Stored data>
------------------------------------------------------------------------
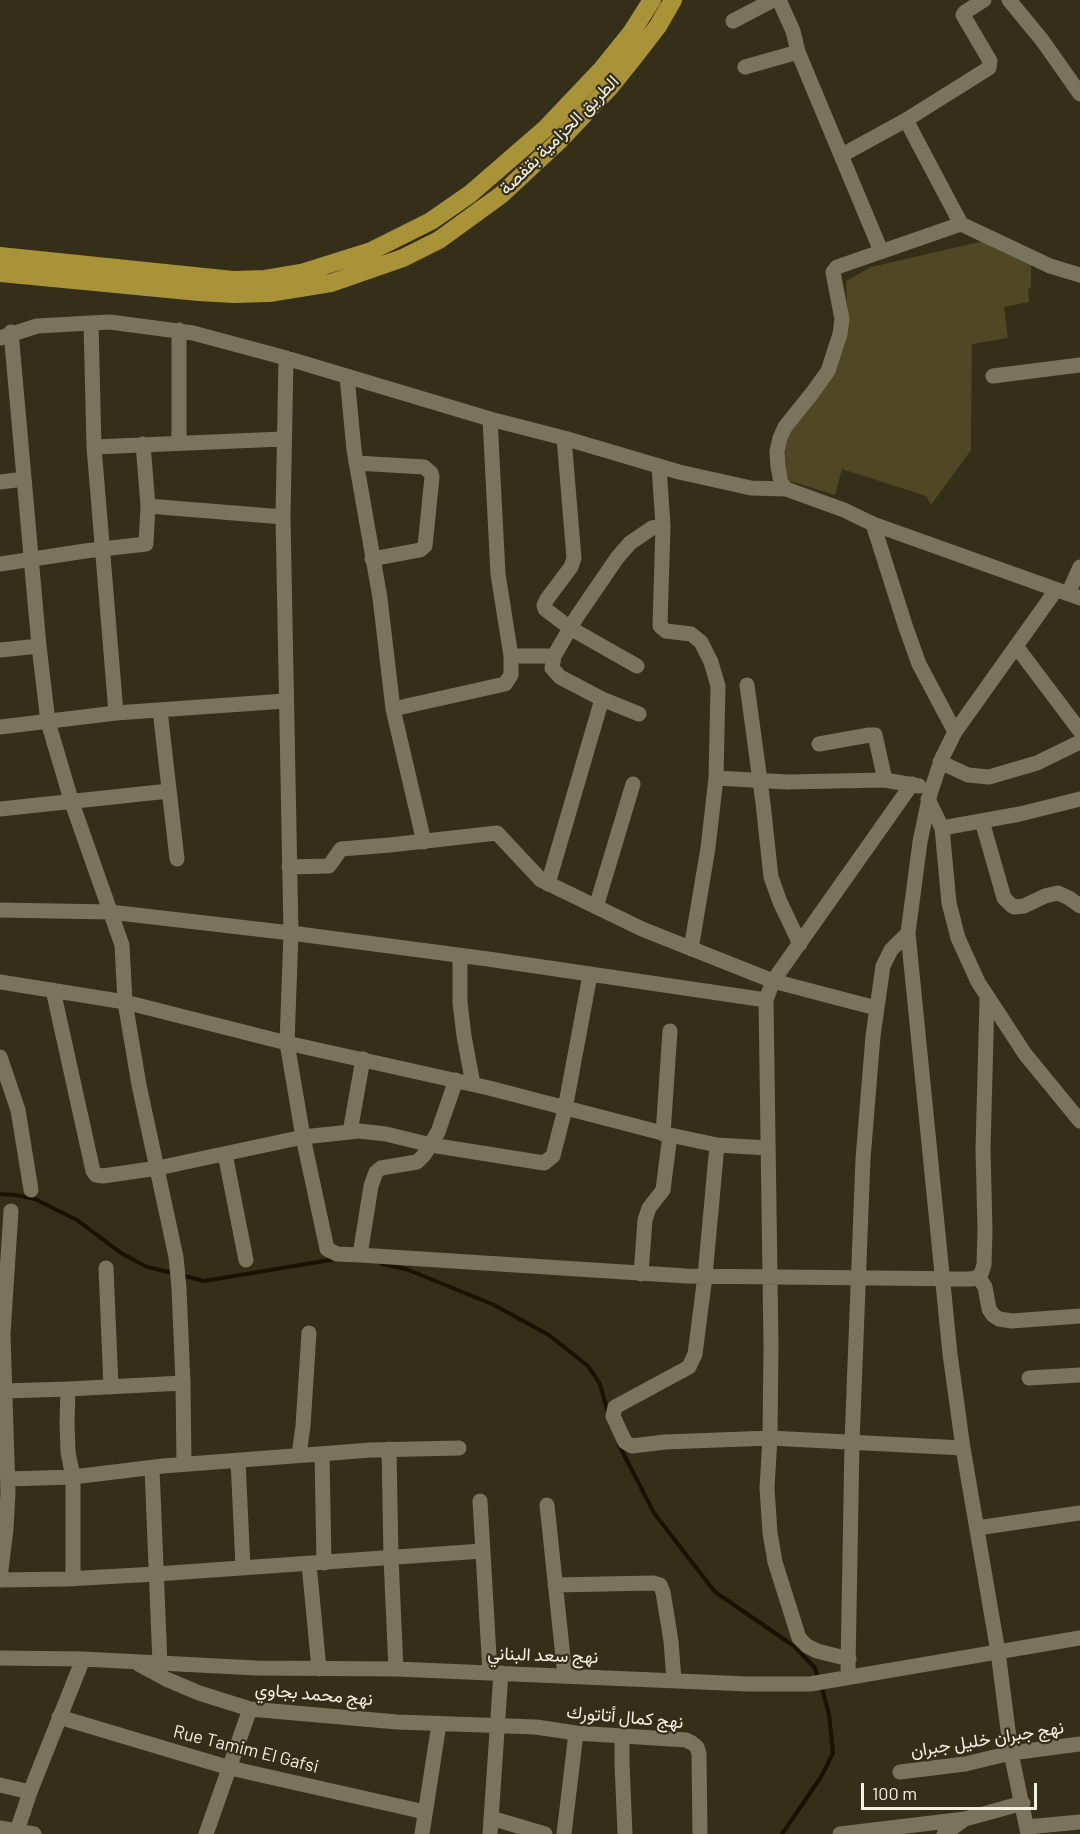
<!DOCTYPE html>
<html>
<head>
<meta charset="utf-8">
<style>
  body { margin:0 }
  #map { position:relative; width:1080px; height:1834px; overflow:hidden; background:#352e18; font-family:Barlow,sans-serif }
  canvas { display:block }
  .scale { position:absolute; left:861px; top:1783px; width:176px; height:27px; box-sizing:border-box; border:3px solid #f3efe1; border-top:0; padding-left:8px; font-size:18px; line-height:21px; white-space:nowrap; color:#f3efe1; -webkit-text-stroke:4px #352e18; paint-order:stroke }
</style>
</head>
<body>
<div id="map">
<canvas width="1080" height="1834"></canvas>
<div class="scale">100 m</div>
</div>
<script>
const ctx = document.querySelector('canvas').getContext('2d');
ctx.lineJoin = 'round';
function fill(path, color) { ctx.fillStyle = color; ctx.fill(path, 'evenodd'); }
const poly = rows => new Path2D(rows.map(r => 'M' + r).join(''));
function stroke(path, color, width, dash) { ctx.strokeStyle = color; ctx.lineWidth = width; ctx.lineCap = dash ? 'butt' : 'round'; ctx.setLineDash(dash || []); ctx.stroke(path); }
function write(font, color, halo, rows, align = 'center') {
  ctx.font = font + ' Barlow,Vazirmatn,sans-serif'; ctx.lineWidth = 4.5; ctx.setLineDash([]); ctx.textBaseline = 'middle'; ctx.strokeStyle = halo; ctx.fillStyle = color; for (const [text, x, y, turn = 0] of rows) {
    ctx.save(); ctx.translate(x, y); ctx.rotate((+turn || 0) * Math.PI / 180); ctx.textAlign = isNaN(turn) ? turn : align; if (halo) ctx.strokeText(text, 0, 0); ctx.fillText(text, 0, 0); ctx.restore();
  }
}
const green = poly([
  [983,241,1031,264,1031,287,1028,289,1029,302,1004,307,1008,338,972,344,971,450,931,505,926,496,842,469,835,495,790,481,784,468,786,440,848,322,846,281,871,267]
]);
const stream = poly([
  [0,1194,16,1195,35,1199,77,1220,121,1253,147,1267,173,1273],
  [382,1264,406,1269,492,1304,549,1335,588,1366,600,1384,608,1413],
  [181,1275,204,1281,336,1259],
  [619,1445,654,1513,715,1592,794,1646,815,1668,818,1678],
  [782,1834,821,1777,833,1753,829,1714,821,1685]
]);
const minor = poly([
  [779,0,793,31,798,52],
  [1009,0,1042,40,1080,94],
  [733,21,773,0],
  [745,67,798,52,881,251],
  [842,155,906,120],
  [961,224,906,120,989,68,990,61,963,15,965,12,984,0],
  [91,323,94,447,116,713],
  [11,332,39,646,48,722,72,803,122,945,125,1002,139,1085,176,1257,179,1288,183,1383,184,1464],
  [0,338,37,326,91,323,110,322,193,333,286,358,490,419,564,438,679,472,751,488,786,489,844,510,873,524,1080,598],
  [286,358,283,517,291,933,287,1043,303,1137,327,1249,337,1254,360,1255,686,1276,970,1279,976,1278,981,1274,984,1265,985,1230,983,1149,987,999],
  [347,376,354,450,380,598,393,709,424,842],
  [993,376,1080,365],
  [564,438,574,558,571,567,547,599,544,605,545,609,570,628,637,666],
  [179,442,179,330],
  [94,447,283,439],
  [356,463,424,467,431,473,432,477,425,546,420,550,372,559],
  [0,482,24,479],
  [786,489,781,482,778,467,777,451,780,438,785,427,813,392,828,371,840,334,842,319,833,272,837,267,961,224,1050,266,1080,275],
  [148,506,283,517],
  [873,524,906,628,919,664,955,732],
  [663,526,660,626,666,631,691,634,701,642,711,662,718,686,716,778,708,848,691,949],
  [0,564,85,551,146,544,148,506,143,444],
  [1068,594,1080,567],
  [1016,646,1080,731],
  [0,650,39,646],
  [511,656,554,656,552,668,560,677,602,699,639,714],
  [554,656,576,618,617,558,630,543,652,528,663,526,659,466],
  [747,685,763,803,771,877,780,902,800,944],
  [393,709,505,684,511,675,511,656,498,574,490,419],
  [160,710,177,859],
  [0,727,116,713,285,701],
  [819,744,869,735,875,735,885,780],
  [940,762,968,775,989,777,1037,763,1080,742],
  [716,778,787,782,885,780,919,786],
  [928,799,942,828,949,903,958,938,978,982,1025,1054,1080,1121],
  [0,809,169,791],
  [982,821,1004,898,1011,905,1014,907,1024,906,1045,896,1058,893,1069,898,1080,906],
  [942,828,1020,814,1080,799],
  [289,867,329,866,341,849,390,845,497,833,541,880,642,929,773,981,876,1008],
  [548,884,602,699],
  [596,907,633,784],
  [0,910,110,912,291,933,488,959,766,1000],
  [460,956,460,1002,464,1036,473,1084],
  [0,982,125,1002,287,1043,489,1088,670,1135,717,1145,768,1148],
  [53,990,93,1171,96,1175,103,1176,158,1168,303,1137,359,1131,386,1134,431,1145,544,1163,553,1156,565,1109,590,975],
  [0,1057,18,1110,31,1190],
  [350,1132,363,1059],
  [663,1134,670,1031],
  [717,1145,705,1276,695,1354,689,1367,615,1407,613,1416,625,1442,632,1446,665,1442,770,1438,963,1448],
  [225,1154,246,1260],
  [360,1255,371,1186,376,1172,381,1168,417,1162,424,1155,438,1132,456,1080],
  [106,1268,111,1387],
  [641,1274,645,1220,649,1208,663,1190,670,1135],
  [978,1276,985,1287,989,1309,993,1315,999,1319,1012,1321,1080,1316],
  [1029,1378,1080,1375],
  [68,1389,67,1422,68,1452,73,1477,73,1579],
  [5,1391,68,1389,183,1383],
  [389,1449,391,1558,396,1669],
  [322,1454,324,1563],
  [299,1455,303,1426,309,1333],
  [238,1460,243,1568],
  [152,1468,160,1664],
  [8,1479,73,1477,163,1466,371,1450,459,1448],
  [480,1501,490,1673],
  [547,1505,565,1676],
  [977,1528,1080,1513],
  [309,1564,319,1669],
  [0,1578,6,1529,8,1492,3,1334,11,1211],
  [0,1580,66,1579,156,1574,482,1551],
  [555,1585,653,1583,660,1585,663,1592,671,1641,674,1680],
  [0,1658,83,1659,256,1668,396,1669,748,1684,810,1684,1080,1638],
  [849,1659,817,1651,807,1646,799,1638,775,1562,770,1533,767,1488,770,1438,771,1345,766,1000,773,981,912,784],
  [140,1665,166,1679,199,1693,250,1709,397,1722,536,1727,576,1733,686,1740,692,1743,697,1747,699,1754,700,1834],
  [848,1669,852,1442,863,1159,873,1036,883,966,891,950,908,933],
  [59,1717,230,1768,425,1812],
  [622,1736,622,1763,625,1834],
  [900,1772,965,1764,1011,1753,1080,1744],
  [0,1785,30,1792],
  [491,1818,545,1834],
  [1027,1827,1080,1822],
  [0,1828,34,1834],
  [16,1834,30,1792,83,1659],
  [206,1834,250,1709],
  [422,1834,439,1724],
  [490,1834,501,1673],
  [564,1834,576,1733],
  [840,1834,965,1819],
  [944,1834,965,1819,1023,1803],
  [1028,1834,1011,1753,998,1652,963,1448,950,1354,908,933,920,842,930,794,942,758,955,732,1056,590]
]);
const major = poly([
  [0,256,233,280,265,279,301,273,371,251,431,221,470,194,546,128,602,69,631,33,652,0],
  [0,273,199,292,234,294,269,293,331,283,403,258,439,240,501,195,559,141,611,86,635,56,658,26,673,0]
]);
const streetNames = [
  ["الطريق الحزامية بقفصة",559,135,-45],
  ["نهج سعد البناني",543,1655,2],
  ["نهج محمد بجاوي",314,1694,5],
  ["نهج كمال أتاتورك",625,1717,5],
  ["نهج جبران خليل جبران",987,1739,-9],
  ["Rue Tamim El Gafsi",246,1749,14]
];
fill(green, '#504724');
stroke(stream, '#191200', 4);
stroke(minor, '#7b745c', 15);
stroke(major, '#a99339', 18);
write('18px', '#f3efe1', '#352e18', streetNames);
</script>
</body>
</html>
------------------------------------------------------------------------
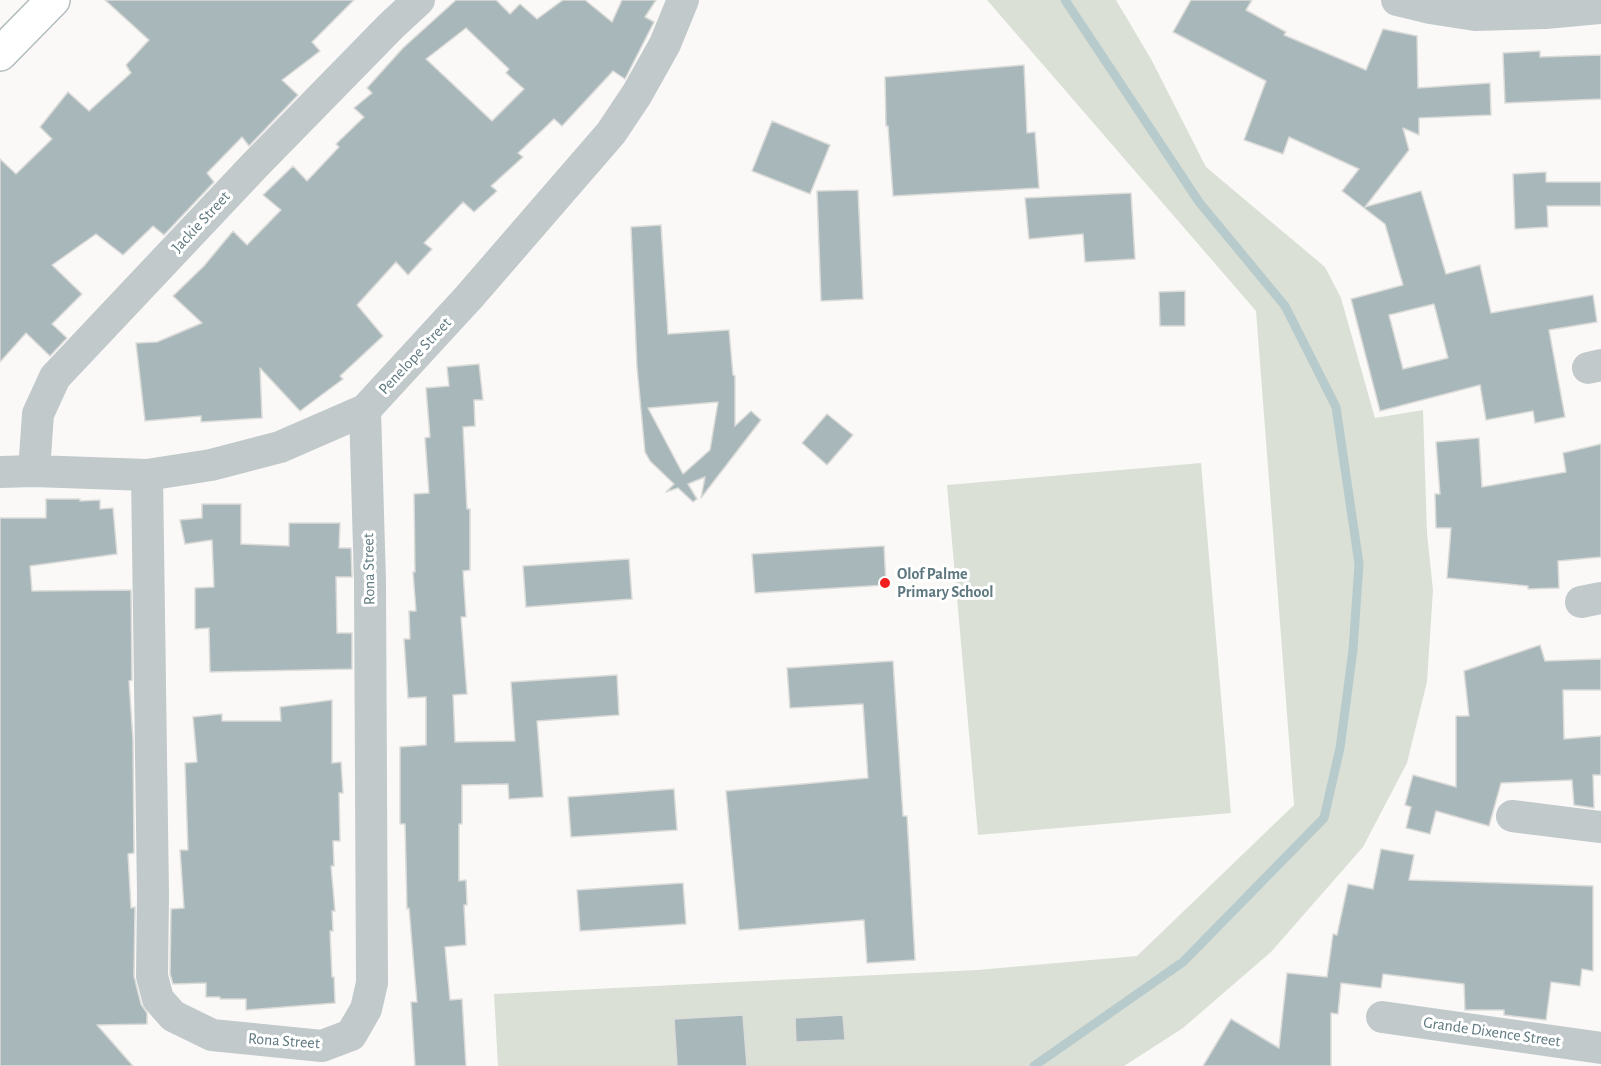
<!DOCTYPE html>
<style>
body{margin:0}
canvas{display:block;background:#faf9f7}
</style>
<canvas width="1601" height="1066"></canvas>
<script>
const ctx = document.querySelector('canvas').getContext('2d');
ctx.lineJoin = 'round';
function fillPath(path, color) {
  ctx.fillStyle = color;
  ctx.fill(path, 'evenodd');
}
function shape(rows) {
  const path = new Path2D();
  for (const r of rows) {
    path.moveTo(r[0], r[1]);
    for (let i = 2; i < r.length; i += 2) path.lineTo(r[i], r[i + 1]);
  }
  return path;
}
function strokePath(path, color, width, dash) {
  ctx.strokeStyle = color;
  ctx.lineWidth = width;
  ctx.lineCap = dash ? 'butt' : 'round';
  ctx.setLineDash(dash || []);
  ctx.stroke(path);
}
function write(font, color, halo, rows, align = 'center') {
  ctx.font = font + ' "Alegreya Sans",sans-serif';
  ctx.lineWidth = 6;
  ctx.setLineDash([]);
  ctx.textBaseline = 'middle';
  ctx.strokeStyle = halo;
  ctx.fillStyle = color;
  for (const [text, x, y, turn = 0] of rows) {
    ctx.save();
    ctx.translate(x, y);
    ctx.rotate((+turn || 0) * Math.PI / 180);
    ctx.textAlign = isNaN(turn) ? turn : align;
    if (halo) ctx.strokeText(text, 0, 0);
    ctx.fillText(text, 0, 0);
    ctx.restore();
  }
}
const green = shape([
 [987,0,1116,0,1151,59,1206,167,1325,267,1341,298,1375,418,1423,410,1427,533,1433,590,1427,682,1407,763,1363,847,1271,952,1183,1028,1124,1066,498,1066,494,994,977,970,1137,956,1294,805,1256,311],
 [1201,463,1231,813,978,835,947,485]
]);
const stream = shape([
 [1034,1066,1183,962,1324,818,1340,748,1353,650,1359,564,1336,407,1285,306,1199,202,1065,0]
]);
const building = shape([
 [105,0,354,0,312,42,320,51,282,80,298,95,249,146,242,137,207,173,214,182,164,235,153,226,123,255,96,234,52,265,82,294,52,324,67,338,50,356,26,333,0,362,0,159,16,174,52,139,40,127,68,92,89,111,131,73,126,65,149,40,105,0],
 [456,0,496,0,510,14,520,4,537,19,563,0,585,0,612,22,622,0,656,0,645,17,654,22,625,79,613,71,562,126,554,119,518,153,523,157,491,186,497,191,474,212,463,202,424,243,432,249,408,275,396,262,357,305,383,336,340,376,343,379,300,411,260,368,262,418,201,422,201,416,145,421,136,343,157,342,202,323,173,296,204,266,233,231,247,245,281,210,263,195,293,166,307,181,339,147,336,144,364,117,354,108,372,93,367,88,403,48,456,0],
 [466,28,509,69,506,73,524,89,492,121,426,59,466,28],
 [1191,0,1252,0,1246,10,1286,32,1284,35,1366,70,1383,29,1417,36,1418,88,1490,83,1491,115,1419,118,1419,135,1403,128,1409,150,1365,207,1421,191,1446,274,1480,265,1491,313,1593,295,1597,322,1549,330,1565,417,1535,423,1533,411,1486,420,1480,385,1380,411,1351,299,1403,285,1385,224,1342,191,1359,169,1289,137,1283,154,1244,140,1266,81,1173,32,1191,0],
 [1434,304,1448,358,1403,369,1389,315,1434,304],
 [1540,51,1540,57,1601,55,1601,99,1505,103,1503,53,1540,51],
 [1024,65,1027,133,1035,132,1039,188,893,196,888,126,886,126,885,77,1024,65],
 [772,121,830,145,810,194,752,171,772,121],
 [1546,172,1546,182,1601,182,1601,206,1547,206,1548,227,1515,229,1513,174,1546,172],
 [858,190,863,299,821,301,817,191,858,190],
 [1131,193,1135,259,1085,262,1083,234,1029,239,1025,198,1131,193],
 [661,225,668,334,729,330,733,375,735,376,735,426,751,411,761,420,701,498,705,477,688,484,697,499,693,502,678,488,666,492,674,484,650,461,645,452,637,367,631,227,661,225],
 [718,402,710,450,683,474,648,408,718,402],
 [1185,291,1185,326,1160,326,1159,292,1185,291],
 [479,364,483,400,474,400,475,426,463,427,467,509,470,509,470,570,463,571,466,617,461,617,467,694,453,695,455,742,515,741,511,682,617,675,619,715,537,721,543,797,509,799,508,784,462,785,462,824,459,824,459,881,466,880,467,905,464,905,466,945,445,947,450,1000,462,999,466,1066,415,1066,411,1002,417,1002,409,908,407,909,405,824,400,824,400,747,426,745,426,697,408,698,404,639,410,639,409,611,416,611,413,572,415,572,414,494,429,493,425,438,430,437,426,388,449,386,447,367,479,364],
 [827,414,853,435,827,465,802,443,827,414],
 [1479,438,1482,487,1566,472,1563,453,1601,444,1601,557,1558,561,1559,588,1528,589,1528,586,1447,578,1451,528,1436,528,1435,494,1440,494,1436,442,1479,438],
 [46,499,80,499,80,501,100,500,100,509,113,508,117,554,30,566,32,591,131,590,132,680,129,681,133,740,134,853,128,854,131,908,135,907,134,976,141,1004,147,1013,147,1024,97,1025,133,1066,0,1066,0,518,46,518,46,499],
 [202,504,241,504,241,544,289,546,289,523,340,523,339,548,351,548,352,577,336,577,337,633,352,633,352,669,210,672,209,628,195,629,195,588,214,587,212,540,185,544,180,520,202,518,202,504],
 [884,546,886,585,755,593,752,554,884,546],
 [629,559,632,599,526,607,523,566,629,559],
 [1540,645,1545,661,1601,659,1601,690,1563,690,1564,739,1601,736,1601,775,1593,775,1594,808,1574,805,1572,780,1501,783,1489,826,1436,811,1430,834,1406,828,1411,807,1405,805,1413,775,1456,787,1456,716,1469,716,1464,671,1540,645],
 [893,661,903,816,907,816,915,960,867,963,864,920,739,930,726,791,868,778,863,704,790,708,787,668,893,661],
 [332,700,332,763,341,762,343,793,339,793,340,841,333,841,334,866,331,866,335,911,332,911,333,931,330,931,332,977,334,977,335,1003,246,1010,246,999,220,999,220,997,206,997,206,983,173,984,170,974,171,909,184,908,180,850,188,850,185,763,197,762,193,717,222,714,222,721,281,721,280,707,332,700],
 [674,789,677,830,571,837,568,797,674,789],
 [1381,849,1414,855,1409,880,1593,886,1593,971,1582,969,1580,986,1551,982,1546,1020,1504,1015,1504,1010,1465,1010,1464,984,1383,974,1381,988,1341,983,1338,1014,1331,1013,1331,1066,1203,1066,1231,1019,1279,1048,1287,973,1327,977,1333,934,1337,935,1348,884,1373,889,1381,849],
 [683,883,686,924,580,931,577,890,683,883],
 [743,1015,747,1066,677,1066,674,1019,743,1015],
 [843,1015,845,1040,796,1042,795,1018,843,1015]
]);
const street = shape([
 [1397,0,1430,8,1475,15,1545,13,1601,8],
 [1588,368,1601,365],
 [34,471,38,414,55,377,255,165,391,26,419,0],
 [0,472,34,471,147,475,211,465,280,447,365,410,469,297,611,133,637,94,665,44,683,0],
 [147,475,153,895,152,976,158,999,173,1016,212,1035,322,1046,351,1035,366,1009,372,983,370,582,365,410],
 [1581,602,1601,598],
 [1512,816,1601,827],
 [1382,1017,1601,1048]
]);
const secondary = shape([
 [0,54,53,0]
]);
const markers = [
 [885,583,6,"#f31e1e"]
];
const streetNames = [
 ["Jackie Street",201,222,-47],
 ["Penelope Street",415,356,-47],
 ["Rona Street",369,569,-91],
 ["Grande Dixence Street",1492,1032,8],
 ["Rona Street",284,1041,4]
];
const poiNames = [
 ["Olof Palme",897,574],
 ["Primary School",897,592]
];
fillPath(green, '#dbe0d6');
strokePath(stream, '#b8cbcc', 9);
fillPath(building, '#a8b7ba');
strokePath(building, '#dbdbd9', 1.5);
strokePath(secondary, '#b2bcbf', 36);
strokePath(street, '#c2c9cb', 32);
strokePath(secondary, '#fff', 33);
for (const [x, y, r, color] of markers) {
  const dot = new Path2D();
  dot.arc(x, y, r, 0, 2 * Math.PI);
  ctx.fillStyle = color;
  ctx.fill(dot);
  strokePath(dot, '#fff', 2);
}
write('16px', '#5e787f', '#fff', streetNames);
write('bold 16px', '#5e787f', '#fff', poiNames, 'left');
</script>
------------------------------------------------------------------------
TASK REQUIREMENTS> Make a copy of each line in the records that has the word "butt".

RESULT OF THIS EXERCISE>
function stroke(path, color, width, dash) { ctx.strokeStyle = color; ctx.lineWidth = width; ctx.lineCap = dash ? 'butt' : 'round'; ctx.setLineDash(dash || []); ctx.stroke(path); }
  ctx.lineCap = dash ? 'butt' : 'round';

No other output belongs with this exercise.